(TASK INPUT Opens)

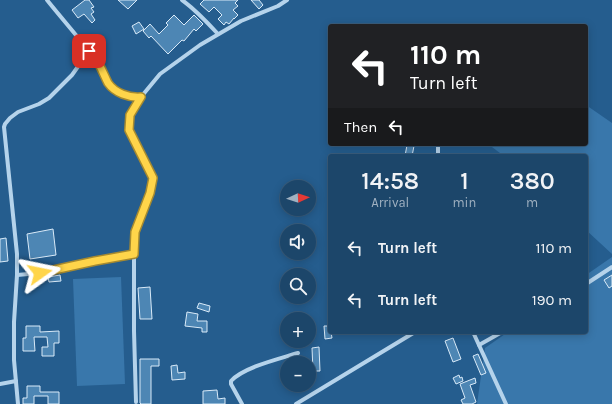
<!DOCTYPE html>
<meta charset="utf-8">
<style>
body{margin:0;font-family:Karla,sans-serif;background:#295072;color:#f1f3f6;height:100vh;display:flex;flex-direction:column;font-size:15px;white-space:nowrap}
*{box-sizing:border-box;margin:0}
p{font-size:13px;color:#a0b1c1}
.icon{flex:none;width:22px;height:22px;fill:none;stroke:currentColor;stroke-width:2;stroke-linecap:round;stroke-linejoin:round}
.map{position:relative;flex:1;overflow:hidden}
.details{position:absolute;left:328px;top:154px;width:260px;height:180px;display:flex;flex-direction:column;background:#1c466a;border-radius:4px;box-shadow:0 2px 10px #0003,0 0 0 1px #3a5e7e}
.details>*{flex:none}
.hud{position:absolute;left:328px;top:24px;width:260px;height:122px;border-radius:4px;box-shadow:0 2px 10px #0003,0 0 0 1px #3a5e7e;background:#202124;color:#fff;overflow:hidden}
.needle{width:26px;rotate:87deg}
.fabs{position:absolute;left:280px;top:180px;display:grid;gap:8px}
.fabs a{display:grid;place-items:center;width:36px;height:36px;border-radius:50%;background:#1c466a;box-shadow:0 2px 10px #0003,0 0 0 1px #3a5e7e;font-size:20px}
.pin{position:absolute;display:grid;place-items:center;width:34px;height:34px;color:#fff;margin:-17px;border-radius:8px;box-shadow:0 2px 6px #0006}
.me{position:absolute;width:44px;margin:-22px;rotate:78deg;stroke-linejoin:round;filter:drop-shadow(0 0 3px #0008)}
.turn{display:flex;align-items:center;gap:14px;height:84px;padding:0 16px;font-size:18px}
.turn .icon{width:52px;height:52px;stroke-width:2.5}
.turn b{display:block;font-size:28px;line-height:34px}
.then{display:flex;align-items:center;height:38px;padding:0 16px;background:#0003;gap:8px;font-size:15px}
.eta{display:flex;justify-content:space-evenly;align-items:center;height:68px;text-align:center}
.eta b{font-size:24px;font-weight:600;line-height:28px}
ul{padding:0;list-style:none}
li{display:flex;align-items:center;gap:12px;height:52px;padding:0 16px}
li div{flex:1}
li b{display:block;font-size:15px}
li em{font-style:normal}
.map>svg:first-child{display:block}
.green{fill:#3977ab}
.building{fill:#4d86b4;stroke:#d9eaf8}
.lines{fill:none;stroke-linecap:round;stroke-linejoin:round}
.street{stroke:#b5d3eb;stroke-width:4}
.route-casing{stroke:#a68a30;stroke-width:10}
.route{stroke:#ffd54a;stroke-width:7}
</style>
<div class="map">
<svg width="612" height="404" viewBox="0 0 612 404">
<rect width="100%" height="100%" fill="#255d8e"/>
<g class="green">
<polygon points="586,105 612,123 612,254 586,230 586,156 504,156 488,144 586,144"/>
<polygon points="612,257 612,404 477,404 485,348 508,332 586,332 586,275"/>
<polygon points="121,277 125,384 77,386 73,279"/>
</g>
<g class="building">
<polygon points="85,0 89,0 94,7 91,8 94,12 91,14 95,20 92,23 84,14 78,18 72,10"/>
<polygon points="118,0 137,0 128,9"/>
<polygon points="204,0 238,0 235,3 238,6 233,10 238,15 234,19 234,18 229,24 226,22 224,25 218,19 222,15 214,7 209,12 200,4"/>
<polygon points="251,0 259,0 263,5 259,9"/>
<polygon points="174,15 184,25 194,15 203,24 196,31 194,29 184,41 182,40 168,54 151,36 149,38 143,31 150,24 159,34 168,25 166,23"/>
<polygon points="139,22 144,29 136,34 132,26"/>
<polygon points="407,145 414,146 412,156 405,156"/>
<polygon points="53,229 56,255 30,259 27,234"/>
<polygon points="6,238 8,261 0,262 0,239"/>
<polygon points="60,275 61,281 49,282 48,277"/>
<polygon points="612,275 612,286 609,288 604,280"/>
<polygon points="150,287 152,319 140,319 138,288"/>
<polygon points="199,303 210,306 209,312 197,308"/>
<polygon points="187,312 198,314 197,321 207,321 207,332 202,332 202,328 185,326"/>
<polygon points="26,326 40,326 40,332 59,331 59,343 54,343 54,356 42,356 42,347 48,347 47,337 34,337 35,351 23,351 23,338 26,338"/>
<polygon points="324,326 330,326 330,332 331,332 332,338 325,339"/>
<polygon points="453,338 461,359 453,362 445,341"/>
<polygon points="319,347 320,371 313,371 312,348"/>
<polygon points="478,354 486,373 481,375 473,356"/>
<polygon points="140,359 159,359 159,366 151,366 151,404 141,404 140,403"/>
<polygon points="177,365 178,373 185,372 185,379 172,380 171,366"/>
<polygon points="459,375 460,378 462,377 463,381 456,384 453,378"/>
<polygon points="475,378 476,383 470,385 476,402 472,404 463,404 461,400 465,398 460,384"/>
<polygon points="27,386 40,386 40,392 59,392 59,404 48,404 48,396 34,396 34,404 23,404 23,398 27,398"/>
<polygon points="217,390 218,399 225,398 225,404 203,404 203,391"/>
</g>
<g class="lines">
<g class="street">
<path d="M47 0C63 20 80 39 95 59 102 68 105 81 113 88 121 95 131 98 141 97"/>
<path d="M182 0C196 10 207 22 218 34"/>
<polyline points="438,156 438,144"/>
<polyline points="17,275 40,273 95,261 134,254"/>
<polyline points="586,284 612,267"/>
<polyline points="473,332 506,404"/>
<polyline points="479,345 502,332"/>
<polyline points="0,384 16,381"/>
<polyline points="136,402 134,331 134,250 135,232 150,193 153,178 129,130 130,115 141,97 160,74 200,45 241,21 278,6 287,0"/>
<polyline points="18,404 14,360 14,322 17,275 17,254 4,127 5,124 10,118 18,112 39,104 49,98 72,75 89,51"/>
<path d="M242 404 231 384V381C244 367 279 359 298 353"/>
<polyline points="296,404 415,332"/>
</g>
</g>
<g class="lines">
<defs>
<path id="route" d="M40 273 95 261 134 254 135 232 150 193 153 178 129 130 130 115 141 97C129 98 115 93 108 83 105 77 103 72 100 66 97 61 93 56 89 51"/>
</defs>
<use href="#route" class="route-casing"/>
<use href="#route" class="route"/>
</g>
</svg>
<div class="fabs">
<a><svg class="needle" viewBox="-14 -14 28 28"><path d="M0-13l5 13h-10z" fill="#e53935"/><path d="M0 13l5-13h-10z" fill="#a0b1c1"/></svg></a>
<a><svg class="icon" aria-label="sound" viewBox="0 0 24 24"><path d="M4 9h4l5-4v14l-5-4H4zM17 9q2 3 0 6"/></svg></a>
<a><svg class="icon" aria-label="search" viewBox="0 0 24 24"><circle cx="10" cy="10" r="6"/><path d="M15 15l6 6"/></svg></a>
<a>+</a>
<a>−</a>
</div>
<div class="pin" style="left:89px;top:51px;background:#d93025"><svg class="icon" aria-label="arrive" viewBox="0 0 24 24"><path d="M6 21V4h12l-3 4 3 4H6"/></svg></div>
<svg class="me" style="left:40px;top:273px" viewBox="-20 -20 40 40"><path d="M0-17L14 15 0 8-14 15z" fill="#ffd54a" stroke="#fff" stroke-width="4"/></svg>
<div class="hud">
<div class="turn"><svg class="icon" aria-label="left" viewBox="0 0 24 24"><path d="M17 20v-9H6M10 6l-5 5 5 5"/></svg><div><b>110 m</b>Turn left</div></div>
<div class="then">Then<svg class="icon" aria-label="left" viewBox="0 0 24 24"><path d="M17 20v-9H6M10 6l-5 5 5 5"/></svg></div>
</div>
<section class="details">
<div class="eta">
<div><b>14:58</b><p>Arrival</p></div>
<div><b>1</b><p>min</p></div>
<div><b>380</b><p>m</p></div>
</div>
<ul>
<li><svg class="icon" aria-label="left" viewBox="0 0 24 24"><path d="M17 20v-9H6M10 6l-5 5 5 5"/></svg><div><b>Turn left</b></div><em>110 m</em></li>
<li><svg class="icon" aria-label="left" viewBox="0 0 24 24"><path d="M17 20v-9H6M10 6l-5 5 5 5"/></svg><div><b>Turn left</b></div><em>190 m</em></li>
</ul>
</section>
</div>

(TASK INPUT Closes)

> **ACTIVITY**: Find the word "grid" in the entries above. Copy every line that has it.

> **OUTPUT**:
.fabs{position:absolute;left:280px;top:180px;display:grid;gap:8px}
.fabs a{display:grid;place-items:center;width:36px;height:36px;border-radius:50%;background:#1c466a;box-shadow:0 2px 10px #0003,0 0 0 1px #3a5e7e;font-size:20px}
.pin{position:absolute;display:grid;place-items:center;width:34px;height:34px;color:#fff;margin:-17px;border-radius:8px;box-shadow:0 2px 6px #0006}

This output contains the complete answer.